++++ Input material ++++
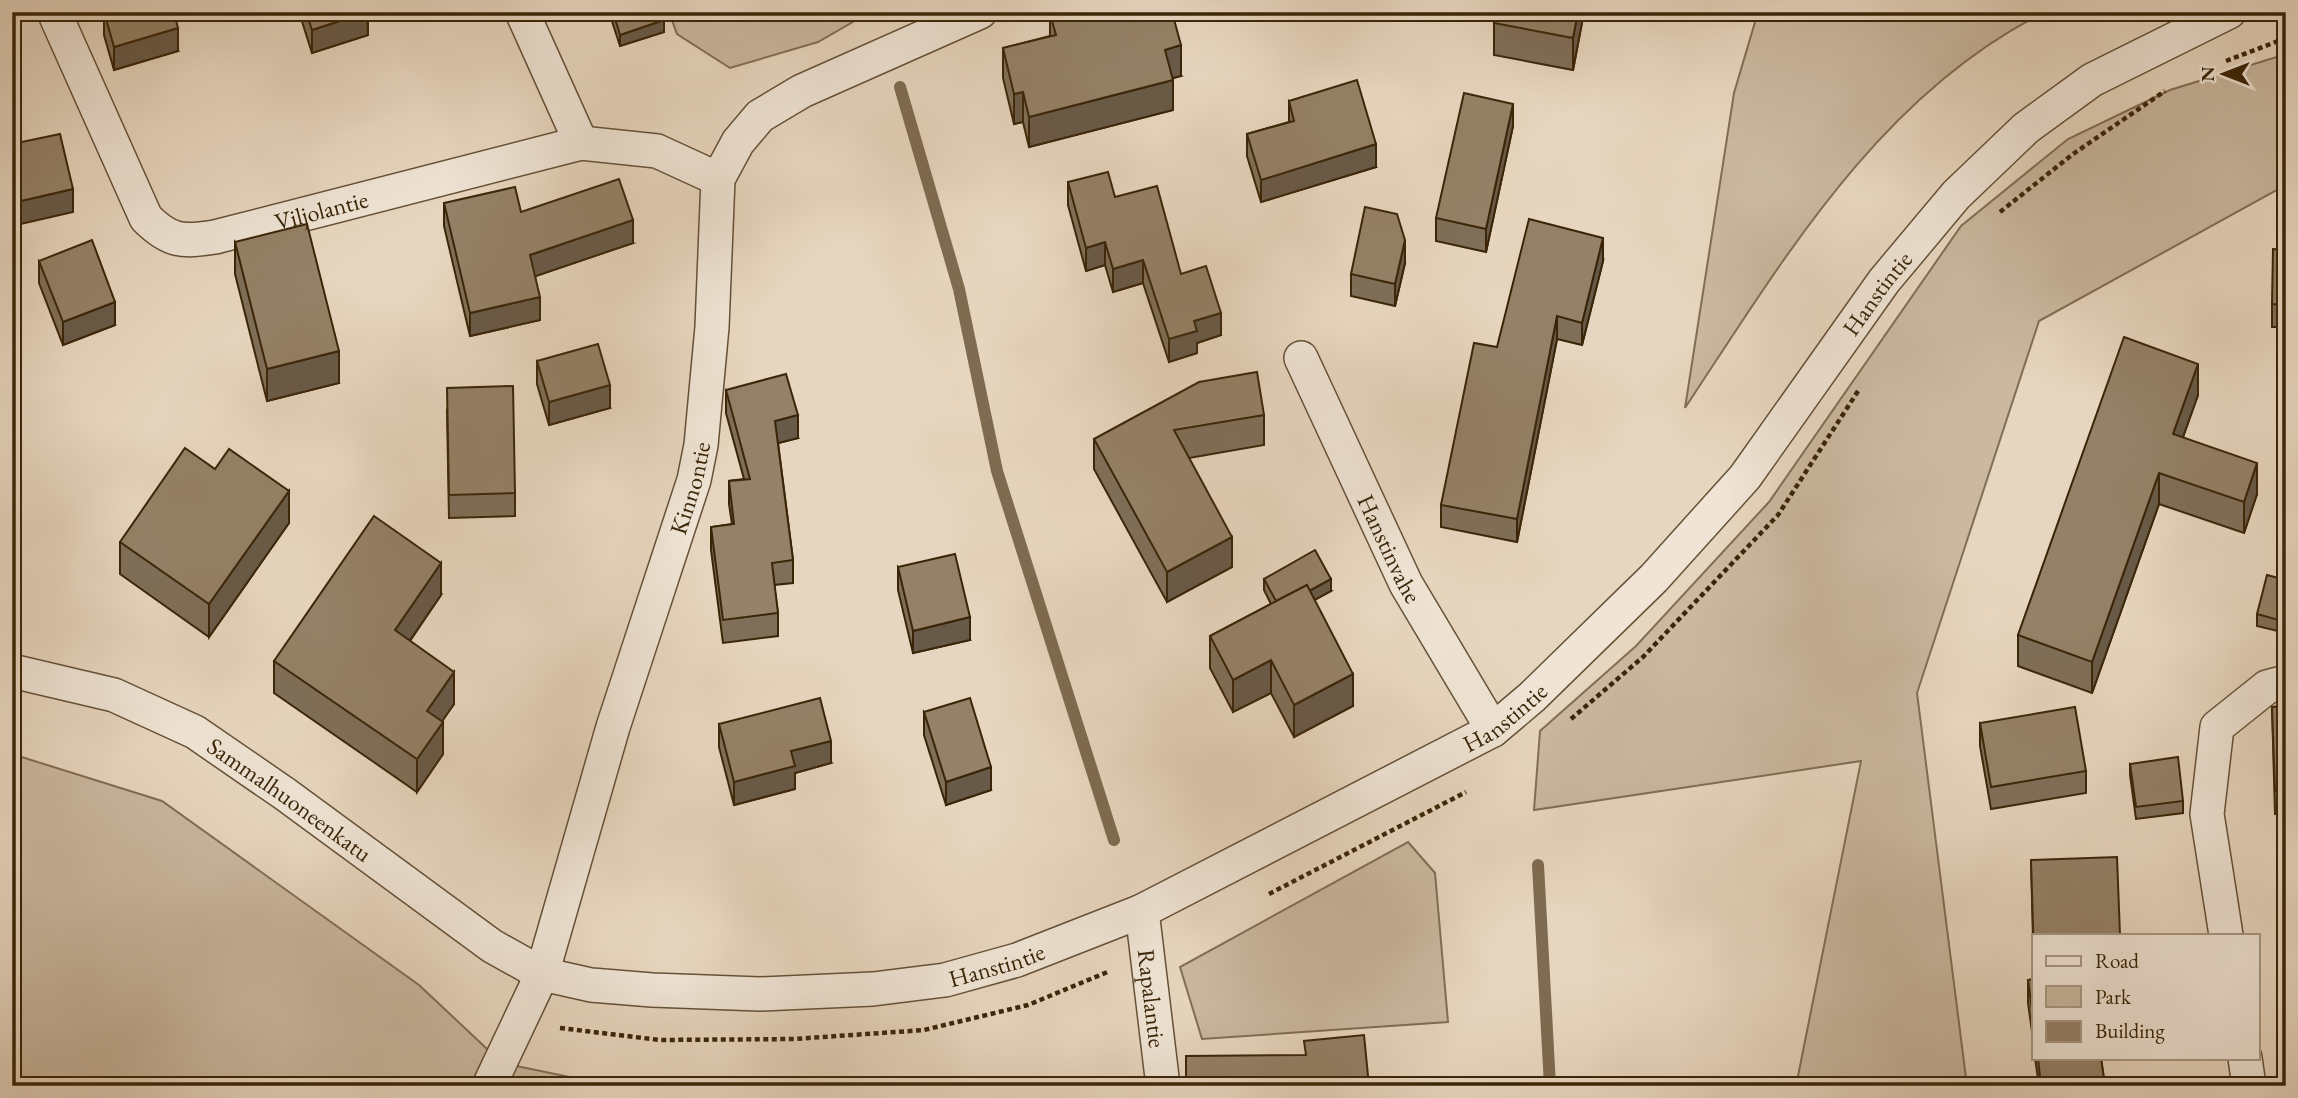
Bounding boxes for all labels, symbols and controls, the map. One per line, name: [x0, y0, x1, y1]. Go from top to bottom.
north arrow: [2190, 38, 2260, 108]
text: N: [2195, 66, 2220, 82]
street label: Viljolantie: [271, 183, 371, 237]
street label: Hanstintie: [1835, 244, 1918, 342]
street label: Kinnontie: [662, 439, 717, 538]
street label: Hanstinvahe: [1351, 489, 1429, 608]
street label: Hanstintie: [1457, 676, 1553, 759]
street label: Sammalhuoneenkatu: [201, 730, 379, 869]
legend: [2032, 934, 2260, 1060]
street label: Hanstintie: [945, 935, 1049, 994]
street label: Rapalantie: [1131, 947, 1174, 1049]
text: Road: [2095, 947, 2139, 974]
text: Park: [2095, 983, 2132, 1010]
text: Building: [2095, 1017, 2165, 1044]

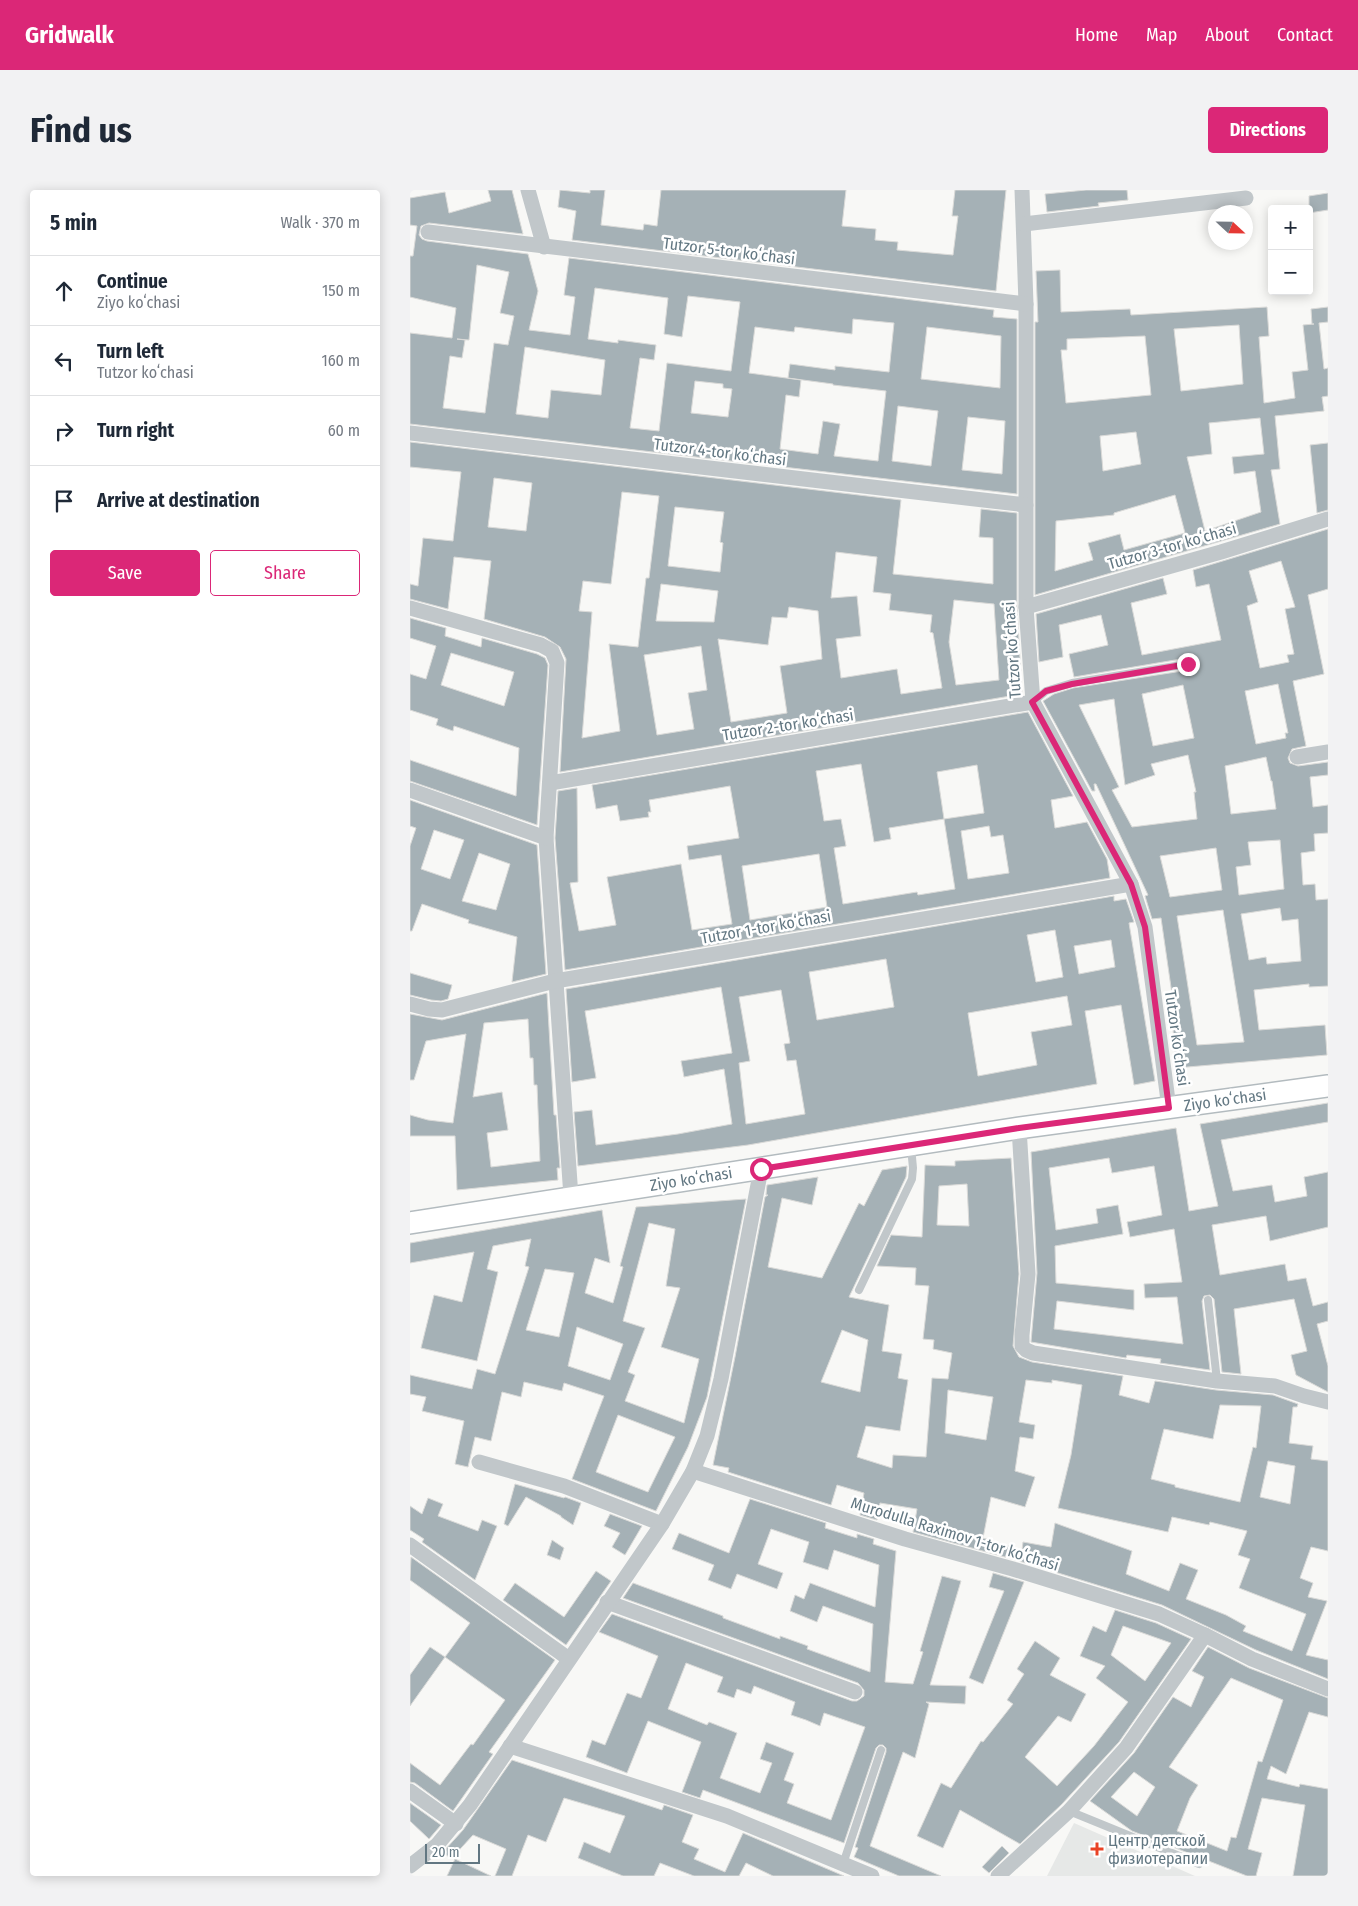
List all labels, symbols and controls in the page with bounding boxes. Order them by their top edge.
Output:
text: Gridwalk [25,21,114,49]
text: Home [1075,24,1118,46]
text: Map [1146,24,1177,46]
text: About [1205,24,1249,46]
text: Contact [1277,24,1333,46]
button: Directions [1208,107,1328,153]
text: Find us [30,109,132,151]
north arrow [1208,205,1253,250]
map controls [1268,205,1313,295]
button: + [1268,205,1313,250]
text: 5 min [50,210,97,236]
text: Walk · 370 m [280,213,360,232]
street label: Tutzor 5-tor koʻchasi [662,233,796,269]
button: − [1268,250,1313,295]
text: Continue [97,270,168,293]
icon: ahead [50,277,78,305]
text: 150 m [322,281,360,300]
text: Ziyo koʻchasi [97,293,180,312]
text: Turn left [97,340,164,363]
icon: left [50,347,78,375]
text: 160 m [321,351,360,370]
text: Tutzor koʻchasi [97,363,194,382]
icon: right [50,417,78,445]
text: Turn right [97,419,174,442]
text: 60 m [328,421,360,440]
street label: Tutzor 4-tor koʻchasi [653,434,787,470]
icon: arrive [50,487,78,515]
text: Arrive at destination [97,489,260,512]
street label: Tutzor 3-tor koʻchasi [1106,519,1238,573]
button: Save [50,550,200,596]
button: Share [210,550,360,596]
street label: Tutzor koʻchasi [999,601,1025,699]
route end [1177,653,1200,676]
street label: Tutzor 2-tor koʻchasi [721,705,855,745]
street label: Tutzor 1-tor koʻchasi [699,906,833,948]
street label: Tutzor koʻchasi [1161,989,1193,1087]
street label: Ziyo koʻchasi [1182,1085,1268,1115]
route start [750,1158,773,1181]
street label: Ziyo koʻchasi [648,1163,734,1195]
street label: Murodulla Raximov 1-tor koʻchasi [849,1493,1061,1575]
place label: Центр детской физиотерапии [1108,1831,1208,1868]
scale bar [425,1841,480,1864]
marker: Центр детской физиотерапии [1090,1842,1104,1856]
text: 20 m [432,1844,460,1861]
++++
Work item
Each entry is to be output exactly, and no picture is to appear.

Result below
Bounding boxes for all labels, symbols and controls, the map. One per line, name: [x0, y0, x1, y1]. Go from top to bottom.
north arrow: [2190, 38, 2260, 108]
text: N: [2195, 66, 2220, 82]
street label: Viljolantie: [271, 183, 371, 237]
street label: Hanstintie: [1835, 244, 1918, 342]
street label: Kinnontie: [662, 439, 717, 538]
street label: Hanstinvahe: [1351, 489, 1429, 608]
street label: Hanstintie: [1457, 676, 1553, 759]
street label: Sammalhuoneenkatu: [201, 730, 379, 869]
legend: [2032, 934, 2260, 1060]
street label: Hanstintie: [945, 935, 1049, 994]
street label: Rapalantie: [1131, 947, 1174, 1049]
text: Road: [2095, 947, 2139, 974]
text: Park: [2095, 983, 2132, 1010]
text: Building: [2095, 1017, 2165, 1044]

List all labels, symbols and controls in the page with bounding boxes. Order them by their top edge.
Output:
text: Gridwalk [25,21,114,49]
text: Home [1075,24,1118,46]
text: Map [1146,24,1177,46]
text: About [1205,24,1249,46]
text: Contact [1277,24,1333,46]
button: Directions [1208,107,1328,153]
text: Find us [30,109,132,151]
north arrow [1208,205,1253,250]
map controls [1268,205,1313,295]
button: + [1268,205,1313,250]
text: 5 min [50,210,97,236]
text: Walk · 370 m [280,213,360,232]
street label: Tutzor 5-tor koʻchasi [662,233,796,269]
button: − [1268,250,1313,295]
text: Continue [97,270,168,293]
icon: ahead [50,277,78,305]
text: 150 m [322,281,360,300]
text: Ziyo koʻchasi [97,293,180,312]
text: Turn left [97,340,164,363]
icon: left [50,347,78,375]
text: 160 m [321,351,360,370]
text: Tutzor koʻchasi [97,363,194,382]
icon: right [50,417,78,445]
text: Turn right [97,419,174,442]
text: 60 m [328,421,360,440]
street label: Tutzor 4-tor koʻchasi [653,434,787,470]
icon: arrive [50,487,78,515]
text: Arrive at destination [97,489,260,512]
street label: Tutzor 3-tor koʻchasi [1106,519,1238,573]
button: Save [50,550,200,596]
button: Share [210,550,360,596]
street label: Tutzor koʻchasi [999,601,1025,699]
route end [1177,653,1200,676]
street label: Tutzor 2-tor koʻchasi [721,705,855,745]
street label: Tutzor 1-tor koʻchasi [699,906,833,948]
street label: Tutzor koʻchasi [1161,989,1193,1087]
street label: Ziyo koʻchasi [1182,1085,1268,1115]
route start [750,1158,773,1181]
street label: Ziyo koʻchasi [648,1163,734,1195]
street label: Murodulla Raximov 1-tor koʻchasi [849,1493,1061,1575]
place label: Центр детской физиотерапии [1108,1831,1208,1868]
scale bar [425,1841,480,1864]
marker: Центр детской физиотерапии [1090,1842,1104,1856]
text: 20 m [432,1844,460,1861]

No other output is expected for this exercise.